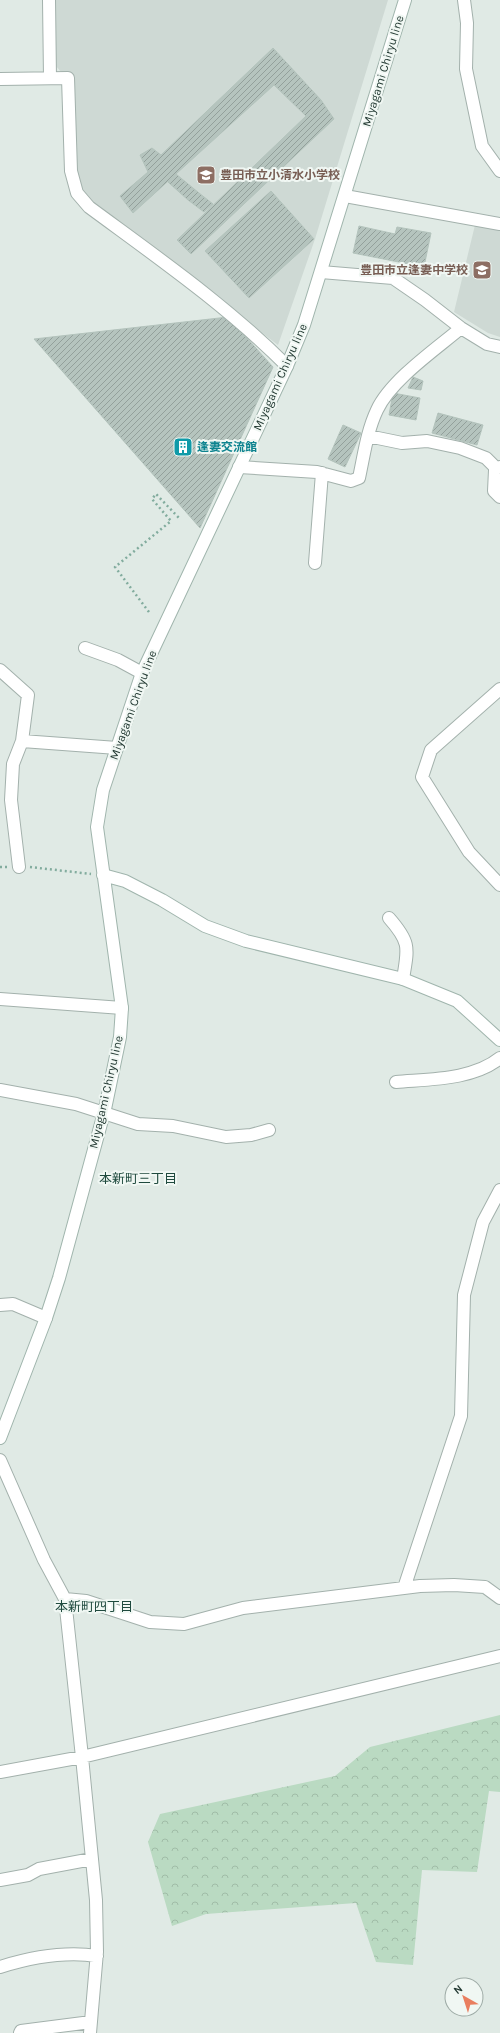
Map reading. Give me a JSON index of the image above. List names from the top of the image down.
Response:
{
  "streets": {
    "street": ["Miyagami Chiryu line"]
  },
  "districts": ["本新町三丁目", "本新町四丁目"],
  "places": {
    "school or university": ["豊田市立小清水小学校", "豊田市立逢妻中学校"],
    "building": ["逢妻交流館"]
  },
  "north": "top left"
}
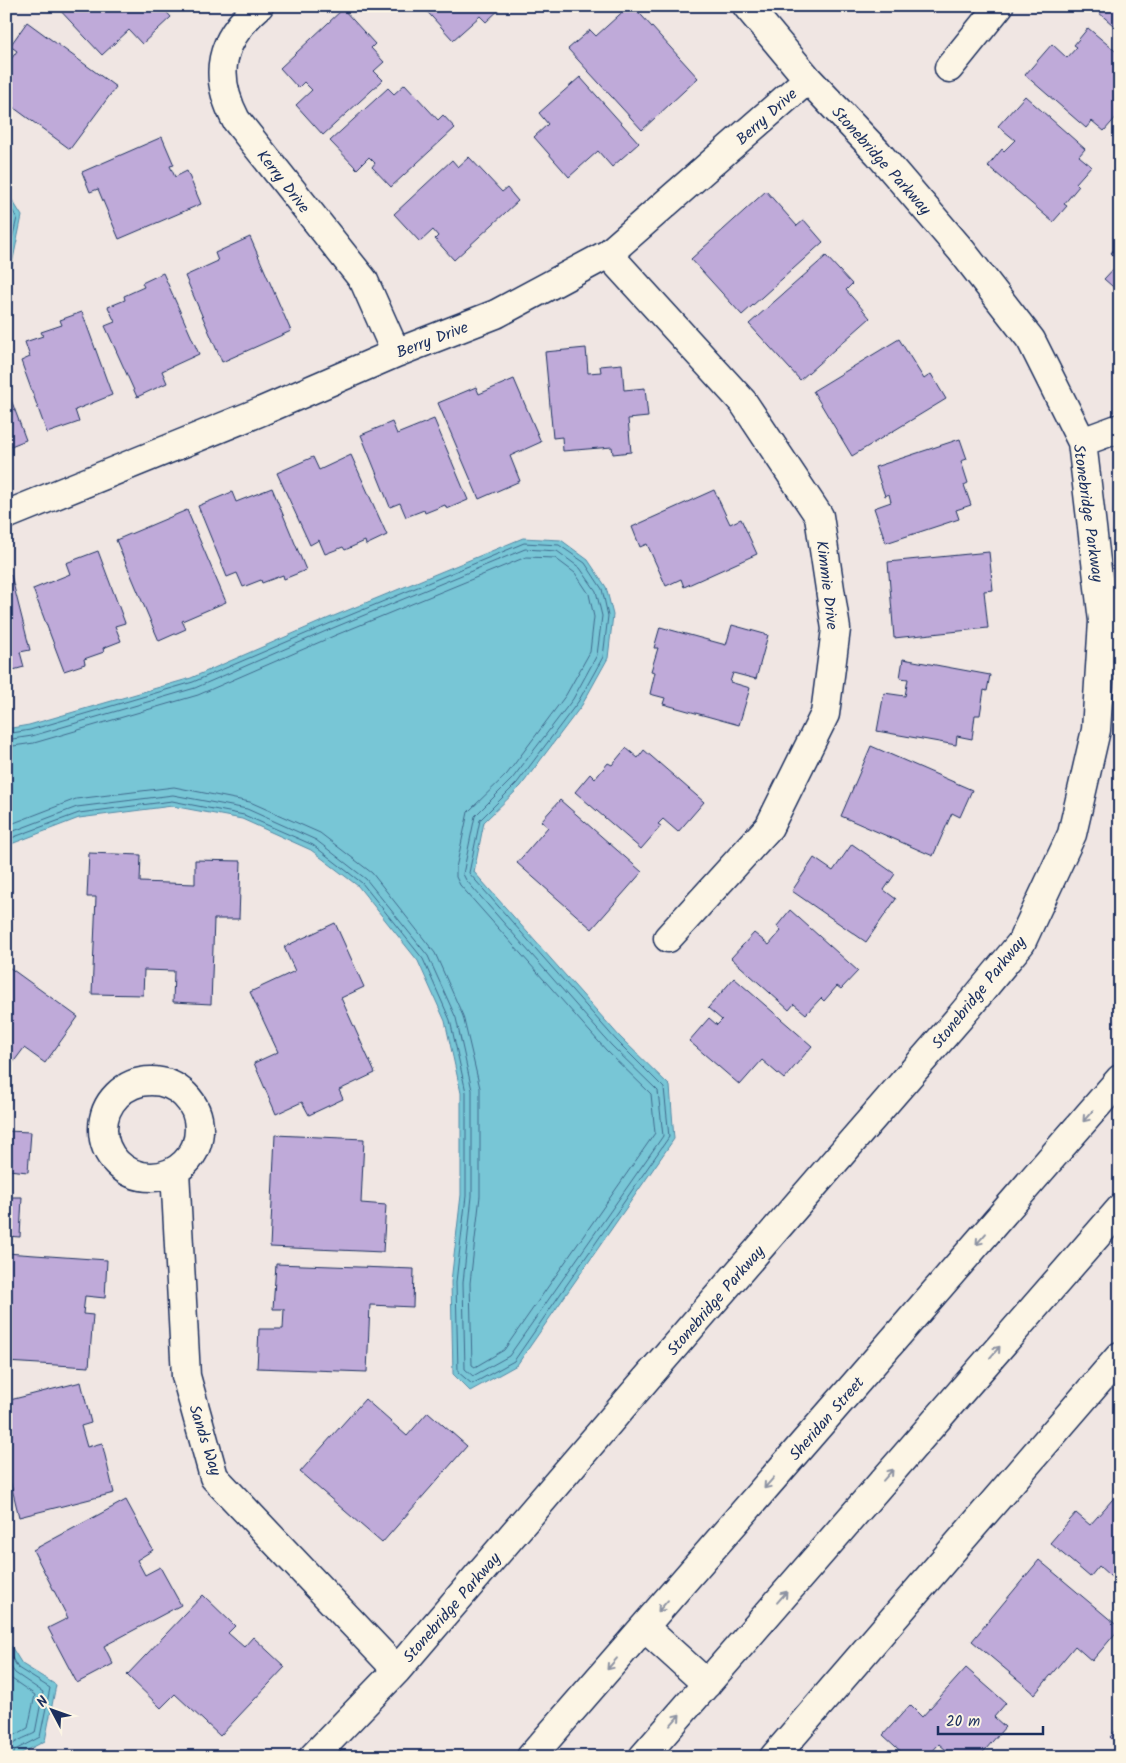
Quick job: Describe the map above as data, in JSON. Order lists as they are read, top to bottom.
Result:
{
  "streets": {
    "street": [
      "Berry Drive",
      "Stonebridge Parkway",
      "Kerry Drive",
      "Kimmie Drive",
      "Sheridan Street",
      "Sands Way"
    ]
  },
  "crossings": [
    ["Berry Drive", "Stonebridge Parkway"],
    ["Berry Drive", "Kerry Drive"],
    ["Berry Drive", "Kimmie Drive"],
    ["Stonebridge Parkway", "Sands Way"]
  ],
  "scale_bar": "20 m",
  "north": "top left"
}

[The problem]
Copy each line of the listing that carries the string "JSON".

[Your solution]
Map reading. Give me a JSON index of the image above. List names from the top of the image down.
Quick job: Describe the map above as data, in JSON. Order lists as they are read, top to bottom.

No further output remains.